Are you A PROFESSIONAL GAME DEVELOPER who makes SIX FIGURES A YEAR? Because if not your opinion is irrelevant!
Wait, game designers make six figures? Hard to believe that, at least in the RPG world. Maybe some of the higher-ups at Paizo and WotC, but I'm guessing that your average full-time game designer makes less. Who knows. But I hear your humor.
Just out of curiosity, what sort of features would be in such a program? Off the top of my head I'm guessing
- Monsters
- Map-making
- NPCs
- Encounter Builder
I've kind of littered my ideas throughout this thread, but I see it as having an "X-axis" and "Y-axis." The X-axis would be "from monster/NPC to campaign," with all of the steps in-between: encounters, short scenarios, modules, adventure paths, mega-campaigs.

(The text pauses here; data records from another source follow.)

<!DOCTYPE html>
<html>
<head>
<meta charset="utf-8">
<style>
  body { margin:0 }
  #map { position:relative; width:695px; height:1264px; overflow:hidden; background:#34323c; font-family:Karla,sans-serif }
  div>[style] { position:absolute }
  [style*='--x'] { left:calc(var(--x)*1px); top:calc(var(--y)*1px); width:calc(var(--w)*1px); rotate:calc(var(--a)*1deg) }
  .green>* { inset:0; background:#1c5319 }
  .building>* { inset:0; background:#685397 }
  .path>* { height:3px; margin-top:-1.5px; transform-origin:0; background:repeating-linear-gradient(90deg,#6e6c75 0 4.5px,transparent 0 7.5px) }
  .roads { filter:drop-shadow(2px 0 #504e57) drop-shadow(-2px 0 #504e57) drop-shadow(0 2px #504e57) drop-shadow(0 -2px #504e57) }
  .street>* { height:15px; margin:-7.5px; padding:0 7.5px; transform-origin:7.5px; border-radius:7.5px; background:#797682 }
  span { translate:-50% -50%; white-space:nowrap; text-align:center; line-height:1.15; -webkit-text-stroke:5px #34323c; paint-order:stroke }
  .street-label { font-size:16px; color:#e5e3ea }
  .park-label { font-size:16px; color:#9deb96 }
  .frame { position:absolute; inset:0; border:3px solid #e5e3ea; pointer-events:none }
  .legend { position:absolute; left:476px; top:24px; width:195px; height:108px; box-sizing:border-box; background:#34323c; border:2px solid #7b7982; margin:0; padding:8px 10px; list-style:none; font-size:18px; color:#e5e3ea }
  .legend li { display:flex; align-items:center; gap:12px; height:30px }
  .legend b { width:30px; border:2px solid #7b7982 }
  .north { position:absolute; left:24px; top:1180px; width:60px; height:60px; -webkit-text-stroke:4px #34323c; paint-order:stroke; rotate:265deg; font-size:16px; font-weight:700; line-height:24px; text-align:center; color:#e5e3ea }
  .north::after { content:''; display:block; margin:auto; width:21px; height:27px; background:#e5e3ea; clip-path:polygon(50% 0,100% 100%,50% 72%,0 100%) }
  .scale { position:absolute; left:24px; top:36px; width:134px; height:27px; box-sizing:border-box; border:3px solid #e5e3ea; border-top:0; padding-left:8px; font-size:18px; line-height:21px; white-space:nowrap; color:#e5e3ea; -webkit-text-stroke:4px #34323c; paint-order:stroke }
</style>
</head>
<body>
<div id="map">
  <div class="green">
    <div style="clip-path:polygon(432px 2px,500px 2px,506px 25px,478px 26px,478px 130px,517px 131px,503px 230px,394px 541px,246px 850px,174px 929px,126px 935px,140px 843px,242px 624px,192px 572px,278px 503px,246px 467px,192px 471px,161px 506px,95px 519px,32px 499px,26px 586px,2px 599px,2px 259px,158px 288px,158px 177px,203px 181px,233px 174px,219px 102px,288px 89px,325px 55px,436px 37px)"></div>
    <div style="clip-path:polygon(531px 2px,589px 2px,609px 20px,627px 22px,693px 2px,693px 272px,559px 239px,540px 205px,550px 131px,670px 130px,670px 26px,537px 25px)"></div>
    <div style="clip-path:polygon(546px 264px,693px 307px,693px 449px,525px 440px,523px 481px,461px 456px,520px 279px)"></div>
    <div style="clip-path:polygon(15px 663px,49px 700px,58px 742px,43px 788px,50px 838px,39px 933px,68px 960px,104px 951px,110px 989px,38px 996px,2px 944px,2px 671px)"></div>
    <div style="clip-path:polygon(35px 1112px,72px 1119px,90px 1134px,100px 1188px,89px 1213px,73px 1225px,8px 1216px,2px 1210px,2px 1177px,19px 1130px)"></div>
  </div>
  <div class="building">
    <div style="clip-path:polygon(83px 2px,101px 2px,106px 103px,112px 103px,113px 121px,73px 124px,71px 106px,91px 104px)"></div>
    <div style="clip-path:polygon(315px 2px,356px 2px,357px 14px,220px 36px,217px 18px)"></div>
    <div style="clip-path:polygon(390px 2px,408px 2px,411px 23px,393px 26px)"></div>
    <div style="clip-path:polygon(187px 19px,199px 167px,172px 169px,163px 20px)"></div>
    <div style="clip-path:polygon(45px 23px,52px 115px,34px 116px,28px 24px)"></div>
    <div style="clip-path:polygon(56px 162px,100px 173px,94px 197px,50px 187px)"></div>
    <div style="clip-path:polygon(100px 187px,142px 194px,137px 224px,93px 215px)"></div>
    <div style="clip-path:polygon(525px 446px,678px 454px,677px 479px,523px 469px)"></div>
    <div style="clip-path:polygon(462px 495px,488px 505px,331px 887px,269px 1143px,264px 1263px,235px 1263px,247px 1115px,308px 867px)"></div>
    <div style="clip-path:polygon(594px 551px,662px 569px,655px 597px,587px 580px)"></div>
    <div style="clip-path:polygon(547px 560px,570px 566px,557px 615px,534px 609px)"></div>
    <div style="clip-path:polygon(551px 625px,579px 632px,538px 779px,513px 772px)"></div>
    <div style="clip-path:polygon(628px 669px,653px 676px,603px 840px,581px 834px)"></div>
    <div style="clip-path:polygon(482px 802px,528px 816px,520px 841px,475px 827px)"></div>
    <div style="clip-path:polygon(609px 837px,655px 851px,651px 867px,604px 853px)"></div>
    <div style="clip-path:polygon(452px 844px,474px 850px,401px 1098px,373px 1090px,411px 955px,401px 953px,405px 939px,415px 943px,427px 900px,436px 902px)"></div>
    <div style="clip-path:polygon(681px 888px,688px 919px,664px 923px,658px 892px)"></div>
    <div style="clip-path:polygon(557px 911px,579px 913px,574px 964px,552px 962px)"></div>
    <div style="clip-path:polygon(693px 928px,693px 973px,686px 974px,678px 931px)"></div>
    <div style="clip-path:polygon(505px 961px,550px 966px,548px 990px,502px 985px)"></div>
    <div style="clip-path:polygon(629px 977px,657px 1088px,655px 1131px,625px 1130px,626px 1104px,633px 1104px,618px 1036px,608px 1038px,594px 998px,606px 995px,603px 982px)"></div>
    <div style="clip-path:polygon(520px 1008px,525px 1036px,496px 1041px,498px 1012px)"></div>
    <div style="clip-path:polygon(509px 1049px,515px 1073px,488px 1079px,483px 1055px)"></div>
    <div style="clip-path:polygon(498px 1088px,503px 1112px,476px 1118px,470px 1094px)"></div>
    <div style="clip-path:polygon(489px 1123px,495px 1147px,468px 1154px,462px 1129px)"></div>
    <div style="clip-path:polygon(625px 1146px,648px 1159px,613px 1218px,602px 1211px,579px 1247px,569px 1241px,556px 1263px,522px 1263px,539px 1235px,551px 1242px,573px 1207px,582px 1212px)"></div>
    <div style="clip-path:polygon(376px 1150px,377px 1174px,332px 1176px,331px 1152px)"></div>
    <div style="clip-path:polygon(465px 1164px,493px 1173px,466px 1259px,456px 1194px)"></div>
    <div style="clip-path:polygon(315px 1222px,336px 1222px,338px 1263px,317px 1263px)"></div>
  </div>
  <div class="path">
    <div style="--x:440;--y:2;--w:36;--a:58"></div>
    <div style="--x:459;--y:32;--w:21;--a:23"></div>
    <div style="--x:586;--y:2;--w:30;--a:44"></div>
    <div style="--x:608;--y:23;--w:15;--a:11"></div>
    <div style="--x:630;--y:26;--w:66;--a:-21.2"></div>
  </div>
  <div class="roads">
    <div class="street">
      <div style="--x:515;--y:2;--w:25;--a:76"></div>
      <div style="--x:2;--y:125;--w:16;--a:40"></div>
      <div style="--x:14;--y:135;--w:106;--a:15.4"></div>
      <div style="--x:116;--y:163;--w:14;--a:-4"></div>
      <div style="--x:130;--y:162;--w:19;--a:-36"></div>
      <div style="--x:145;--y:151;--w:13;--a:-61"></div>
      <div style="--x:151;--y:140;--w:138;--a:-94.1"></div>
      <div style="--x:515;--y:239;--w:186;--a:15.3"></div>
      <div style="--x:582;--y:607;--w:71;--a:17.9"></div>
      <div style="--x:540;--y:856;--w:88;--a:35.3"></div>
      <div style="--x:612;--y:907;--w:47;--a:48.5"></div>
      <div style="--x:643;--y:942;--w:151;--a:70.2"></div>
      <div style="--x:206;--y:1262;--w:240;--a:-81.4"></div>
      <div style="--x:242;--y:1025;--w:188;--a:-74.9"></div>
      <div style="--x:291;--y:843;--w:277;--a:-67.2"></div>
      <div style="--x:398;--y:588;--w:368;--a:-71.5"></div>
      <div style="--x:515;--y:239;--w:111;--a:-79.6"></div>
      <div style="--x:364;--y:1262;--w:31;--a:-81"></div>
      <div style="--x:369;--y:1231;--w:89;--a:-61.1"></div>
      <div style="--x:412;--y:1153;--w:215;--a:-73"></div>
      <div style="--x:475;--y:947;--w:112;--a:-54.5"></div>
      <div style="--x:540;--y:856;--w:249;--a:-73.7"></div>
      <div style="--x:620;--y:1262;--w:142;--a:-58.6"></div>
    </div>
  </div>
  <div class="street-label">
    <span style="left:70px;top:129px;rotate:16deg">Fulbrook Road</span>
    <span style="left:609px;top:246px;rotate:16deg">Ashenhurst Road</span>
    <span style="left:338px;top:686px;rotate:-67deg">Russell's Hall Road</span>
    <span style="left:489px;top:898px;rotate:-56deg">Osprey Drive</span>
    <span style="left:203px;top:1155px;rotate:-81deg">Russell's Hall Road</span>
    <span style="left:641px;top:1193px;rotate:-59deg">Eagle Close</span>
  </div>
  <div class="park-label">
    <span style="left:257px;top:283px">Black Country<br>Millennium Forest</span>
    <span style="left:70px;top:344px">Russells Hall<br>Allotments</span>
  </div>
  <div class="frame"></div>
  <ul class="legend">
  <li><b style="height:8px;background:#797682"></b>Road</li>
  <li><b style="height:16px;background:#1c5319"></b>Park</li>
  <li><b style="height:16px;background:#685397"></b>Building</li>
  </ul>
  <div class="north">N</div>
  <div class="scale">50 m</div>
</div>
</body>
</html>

The Y-axis would be "from general guidelines to we'll generate it for you."
So the point being, you can make both any scale of DM creation, from building NPCs and customizing monsters to entire campaigns and settings, and also do it with as much or as little guidance from the program - from a place to organize your notes, like MasterPlan, to them generating it for you, with some input of course.
But, even there, I suspect they'd do better to offer a single all-inclusive subscription. The hope is that WotC recognise that DMs are disproportionately good for the game, so it is right to support them with tools even if they're a less immediately lucrative source of revenue. Which, based on recent moves by WotC, is no longer something I despair about entirely.
I think you're right and that four or five tiers is too many, but I could still see two or three tiers working fine. One, a Player's Option, two a DM's expanded suite (players shouldn't be asked to purchase Adventure Design Tools and Monster Builder), and three some kind of special tier that offers exclusive content and a lmiited edition item of some kind - a mini or hardcopy annual, or a choice. Hey, maybe they can call them Heroic, Paragon, and Epic, and cost something like $10, $25, and $40 a month.